FIG. 3 is a perspective view of a work station designed for comfortable viewing of the CRT by a seated operator.
The computer terminal work stations 100 and 200 as shown in FIGS. 1 and 3 respectively, as well as work stations of differing configurations, may be constructed by the assembly of as few as two, or by assembly of an unlimited combination of basic modular units. In addition to providing hardware support these modules provide easy reference to software, computer print out and document storage by arranging the modules to meet individual requirements. The various modular units are esthetically clean in design and are human engineered to make the operator feel comfortable while working at the station. For example, the CRT is placed at an elevation approximately the eye level of another human. This allows longer periods of eye contact before fatigue due to unnatural head and eye positions in normal man-machine interfaces.
Work station 100 is designed for use by a standing operator. The work station 100 comprises as assembly of various modular units. An intermediate length work table 20 is fastened to a high end panel 60 and a high back panel 80. A three drawer unit 110 is secured in place beneath the work table 20 and against the high end panel 60. A work shelf 40 is mounted upon a high CRT rack 140, at a height level with the top of work table 20. Rack 140 has a base 142 two side walls 144 and a top panel 146 upon which is mounted the CRT 180 or other device. Rack 140 also may contain a 120 and/or a 240 volt spike suppressing power supply to provide one connection point for all electrical equipment. Against one of walls 144 may be stacked a plurality of shelf file units 150 resting on a shelf file base 120. On the other side of rack 140 and CRT 180 may be mounted a printer unit 160 and a peripheral unit 170 for housing other peripheral equipment.

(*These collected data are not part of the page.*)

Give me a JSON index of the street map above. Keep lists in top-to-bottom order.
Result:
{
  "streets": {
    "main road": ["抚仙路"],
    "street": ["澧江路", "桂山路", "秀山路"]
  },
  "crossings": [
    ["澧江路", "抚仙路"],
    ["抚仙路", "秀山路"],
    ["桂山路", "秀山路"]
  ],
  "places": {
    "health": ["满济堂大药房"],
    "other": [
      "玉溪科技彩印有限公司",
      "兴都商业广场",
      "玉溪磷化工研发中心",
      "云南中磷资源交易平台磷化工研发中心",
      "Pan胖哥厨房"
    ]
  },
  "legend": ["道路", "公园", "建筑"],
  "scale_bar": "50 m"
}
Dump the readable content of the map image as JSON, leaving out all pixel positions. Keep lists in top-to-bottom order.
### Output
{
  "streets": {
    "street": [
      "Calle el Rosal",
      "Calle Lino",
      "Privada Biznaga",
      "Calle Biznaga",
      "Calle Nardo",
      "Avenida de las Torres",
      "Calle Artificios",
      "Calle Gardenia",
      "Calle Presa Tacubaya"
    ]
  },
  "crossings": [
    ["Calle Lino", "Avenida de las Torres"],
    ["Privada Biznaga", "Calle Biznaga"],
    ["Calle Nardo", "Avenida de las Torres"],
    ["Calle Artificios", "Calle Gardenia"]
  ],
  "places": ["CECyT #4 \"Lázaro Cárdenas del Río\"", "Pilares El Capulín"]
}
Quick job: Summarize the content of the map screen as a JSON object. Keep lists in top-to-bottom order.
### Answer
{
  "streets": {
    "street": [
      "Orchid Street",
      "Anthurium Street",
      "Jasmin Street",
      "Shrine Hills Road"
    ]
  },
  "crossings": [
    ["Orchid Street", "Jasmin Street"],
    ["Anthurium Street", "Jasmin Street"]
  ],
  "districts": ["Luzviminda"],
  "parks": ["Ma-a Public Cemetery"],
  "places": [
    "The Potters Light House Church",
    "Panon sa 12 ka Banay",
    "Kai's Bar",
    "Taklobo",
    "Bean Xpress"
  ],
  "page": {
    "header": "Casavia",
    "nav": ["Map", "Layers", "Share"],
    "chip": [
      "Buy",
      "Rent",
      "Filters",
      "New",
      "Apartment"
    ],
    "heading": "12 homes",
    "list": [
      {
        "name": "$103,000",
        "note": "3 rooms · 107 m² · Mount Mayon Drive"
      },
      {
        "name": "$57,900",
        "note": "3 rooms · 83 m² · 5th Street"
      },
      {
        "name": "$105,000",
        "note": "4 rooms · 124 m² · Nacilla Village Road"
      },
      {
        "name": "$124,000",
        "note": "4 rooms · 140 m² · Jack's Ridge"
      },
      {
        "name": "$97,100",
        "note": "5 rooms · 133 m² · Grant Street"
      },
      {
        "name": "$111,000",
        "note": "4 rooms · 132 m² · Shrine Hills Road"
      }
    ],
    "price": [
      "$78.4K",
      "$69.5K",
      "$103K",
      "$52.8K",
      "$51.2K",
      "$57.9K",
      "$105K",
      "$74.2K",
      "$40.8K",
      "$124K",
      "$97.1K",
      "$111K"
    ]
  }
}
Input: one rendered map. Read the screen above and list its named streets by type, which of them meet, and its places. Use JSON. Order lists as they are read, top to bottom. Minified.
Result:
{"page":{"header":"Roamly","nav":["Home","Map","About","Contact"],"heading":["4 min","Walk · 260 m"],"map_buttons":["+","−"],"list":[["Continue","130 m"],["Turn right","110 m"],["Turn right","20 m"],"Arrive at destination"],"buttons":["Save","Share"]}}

As shown in FIG. 2, the shelf file units 150 may be provided on their top exterior surface with recesses for receiving the feet 152 of other units 150 stacked on top of them. The recesses and feet are only one illustration of a means for assuring accurate and secure stacking of units 150 on top of one another. Any other means, such as a groove and rail or virtually any recess and corresponding protuberance may be used to effect alignment of stacked units. The shelf file base 120, which rests on a floor is similarly provided with recess, but preferably does not have feet 152. The printer unit 160 and peripheral unit 170 may be similarly provided with recesses and protuberances (such as feet) for accurate and secure stacking.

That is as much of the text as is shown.